━━━━━ RECORDS TO PROCESS ━━━━━

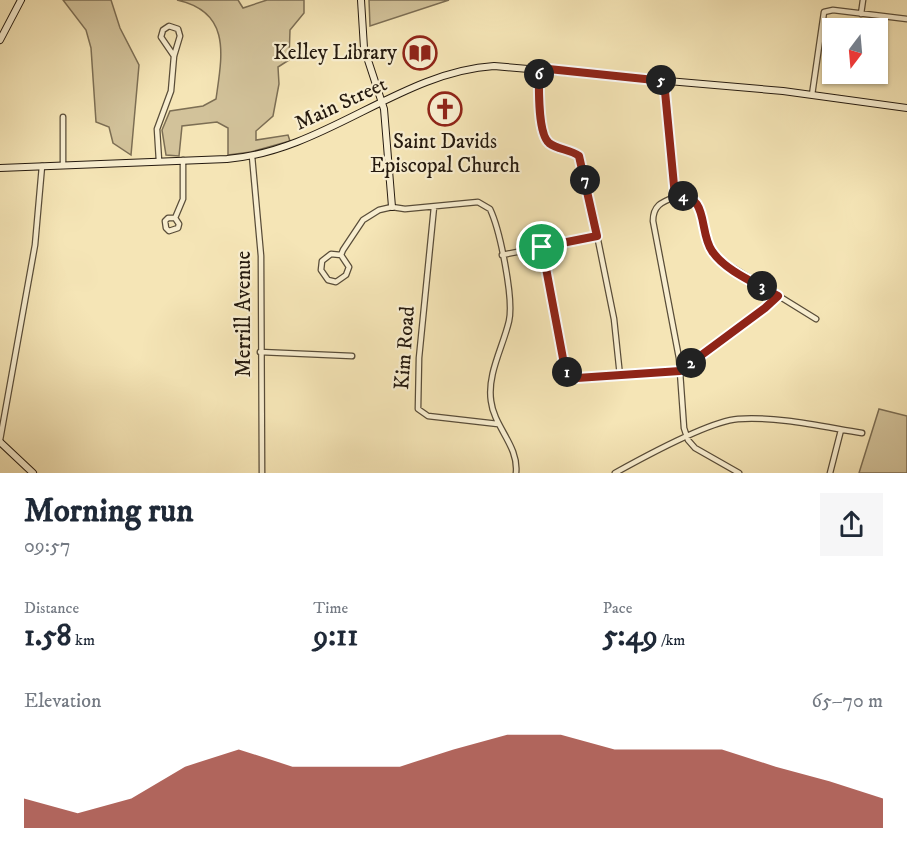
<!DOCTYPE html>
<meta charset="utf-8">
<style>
body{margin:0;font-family:"IM FELL DW Pica",serif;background:#f6f6f7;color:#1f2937;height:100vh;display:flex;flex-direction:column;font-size:22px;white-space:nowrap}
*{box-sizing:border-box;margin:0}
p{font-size:20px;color:#747a83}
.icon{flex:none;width:33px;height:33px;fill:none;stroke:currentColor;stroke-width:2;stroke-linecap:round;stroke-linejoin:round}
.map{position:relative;height:473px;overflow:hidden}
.panel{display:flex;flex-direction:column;background:#fff;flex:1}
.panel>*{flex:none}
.needle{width:39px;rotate:196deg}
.fabs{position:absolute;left:822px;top:18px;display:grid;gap:12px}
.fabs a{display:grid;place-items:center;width:66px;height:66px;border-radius:0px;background:#fff;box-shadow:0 2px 4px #0004;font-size:30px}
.pin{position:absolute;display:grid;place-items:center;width:51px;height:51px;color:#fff;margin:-26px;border:3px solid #fff;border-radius:50%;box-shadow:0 2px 6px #0007}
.km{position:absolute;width:30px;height:30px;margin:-15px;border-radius:50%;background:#222;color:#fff;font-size:16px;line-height:30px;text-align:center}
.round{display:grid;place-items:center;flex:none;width:63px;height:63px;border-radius:0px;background:#f6f6f7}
.headline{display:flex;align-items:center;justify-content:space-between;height:102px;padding:0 24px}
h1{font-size:33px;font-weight:800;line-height:45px}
.stats{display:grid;grid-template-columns:repeat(3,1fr);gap:9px;height:102px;padding:6px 24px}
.stats div{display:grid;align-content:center}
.stats b{font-size:30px;font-weight:800}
.stats small{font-size:16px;font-weight:400}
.stats p{font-size:16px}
.chart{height:168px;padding:12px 24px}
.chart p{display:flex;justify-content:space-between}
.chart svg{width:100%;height:108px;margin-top:6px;fill:#8f2418;opacity:.7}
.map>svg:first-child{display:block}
.green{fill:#d2c29a;stroke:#7c6e54;stroke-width:1.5}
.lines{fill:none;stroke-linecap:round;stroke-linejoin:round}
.street-casing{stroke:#594d39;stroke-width:7}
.secondary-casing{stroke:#251a0f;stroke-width:8}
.street{stroke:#f8eed0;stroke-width:4.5}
.secondary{stroke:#f8eed0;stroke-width:6}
.route-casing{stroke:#fff;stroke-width:12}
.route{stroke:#8f2418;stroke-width:8}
.labels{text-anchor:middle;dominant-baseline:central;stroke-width:4.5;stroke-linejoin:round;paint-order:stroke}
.poi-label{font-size:21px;fill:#251a0f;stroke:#f8eed0;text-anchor:end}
.street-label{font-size:21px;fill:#251a0f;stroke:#f8eed0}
</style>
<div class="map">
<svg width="907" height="473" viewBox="0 0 907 473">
<rect width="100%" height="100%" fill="#f5e5b6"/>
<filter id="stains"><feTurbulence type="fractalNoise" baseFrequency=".00333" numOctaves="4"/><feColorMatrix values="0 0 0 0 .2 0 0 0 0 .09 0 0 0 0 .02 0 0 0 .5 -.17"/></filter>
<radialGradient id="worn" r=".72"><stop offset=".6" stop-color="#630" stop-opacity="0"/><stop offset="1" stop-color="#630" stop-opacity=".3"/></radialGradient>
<path class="green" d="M63 0H111L120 28 139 65 131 155 113 143 109 127 96 122 91 48 86 30Z
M177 0H238L243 8 267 0H304V13L290 30 289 60 278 67 279 84 273 116 256 131V140L288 135 290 141 251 152 228 155V128L217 122 182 126 179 156 166 155 162 130 170 111 203 106 216 99C222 56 232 12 177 0Z
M369 0H449L370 26Z
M879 409 907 416V473H859Z"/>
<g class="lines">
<defs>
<path id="street" d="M861 14 863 0
M539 68C539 84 537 133 550 143 563 154 574 144 583 166L614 319 620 376
M664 81 675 197C661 202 653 206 653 221L679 358 684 428 688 440 695 448 739 473
M812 95 824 12 833 10 907 19
M63 117V165
M252 156 261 256 262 473
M159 161 157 129 171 91 174 56 180 36 178 29 169 26 163 30 161 37 174 56
M675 197C711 193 699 240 719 259L816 319
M434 207 419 358 418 409 428 416 498 424
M175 218 179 224 178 228 169 231 166 228 165 221 168 218H175L183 199V160
M542 247 565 369 577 378 680 371 778 296
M341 255 331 254 322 261 321 270 328 280 336 282 346 275 349 267 341 255 343 250 363 220 379 210 392 207 405 209 478 202 490 209C500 230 514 299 509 321 503 347 487 374 491 401 494 427 519 446 516 473
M502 255 597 236
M260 352 352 356
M0 440 35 245 42 166
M615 473C642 458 710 421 738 419 776 416 824 427 862 433
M830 473 841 430"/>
<path id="secondary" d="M361 0 364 48 384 109 392 207
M0 40 21 0
M0 168 227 159C325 151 400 72 494 66L783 91 907 108
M0 442 33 473"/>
</defs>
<use href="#street" class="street-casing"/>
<use href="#secondary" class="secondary-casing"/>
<use href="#street" class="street"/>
<use href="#secondary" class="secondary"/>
</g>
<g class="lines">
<defs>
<path id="route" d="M539 68 664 81 675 196C710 193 698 231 712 251 725 271 758 284 778 296L765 308 680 371 577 378 565 369 542 247 597 236 579 156C570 149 558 150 549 143 537 133 539 84 539 68Z"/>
</defs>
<use href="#route" class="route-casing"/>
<use href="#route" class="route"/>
</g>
<defs>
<symbol id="library-ring" viewBox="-11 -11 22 22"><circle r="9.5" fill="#f8eed0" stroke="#8f2418" stroke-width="1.5"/><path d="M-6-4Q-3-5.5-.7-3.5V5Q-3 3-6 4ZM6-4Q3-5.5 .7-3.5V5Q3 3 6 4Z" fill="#8f2418"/></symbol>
<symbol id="church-ring" viewBox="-11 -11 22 22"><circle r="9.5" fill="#f8eed0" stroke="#8f2418" stroke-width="1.5"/><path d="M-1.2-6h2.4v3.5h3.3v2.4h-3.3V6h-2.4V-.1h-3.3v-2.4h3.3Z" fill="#8f2418"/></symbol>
</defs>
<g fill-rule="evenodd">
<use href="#library-ring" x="401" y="34" width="38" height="38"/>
<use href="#church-ring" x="426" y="90" width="38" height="38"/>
</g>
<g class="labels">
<g class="poi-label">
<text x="397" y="53">Kelley Library</text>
<text x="445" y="142" text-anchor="middle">Saint Davids<tspan x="445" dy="24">Episcopal Church</tspan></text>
</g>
<g class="street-label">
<text transform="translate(341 104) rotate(-25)">Main Street</text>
<text transform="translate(244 314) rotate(-90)">Merrill Avenue</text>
<text transform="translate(405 348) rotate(-86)">Kim Road</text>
</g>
</g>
<rect width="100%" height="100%" filter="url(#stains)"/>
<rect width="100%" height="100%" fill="url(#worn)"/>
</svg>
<div class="fabs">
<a><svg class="needle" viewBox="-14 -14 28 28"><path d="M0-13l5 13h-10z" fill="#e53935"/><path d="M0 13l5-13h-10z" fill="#747a83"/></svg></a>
</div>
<div class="pin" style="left:542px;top:247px;background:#1e9e55"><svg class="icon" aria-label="arrive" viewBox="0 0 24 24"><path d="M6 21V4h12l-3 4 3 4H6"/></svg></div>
<b class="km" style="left:567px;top:372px">1</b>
<b class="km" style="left:691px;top:363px">2</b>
<b class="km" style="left:762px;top:286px">3</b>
<b class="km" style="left:683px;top:196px">4</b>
<b class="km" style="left:661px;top:80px">5</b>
<b class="km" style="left:539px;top:74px">6</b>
<b class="km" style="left:585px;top:180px">7</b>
</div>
<section class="panel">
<div class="headline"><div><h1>Morning run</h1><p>09:57</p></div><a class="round"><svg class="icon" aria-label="share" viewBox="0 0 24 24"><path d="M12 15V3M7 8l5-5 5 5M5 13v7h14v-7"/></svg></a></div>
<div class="stats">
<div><p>Distance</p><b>1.58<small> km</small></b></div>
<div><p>Time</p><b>9:11</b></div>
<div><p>Pace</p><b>5:49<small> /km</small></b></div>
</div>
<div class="chart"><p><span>Elevation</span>65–70 m</p>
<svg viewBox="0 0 160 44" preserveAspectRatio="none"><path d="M0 44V32L10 38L20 32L30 19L40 12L50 19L60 19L70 19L80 12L90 6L100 6L110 12L120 12L130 12L140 19L150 25L160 32V44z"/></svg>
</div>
</section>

━━━━━

### TASK DETAILS
The count, and nothing else: how many lines of the entries contain the word "linecap"?

### SOLUTION TO THIS PROBLEM
2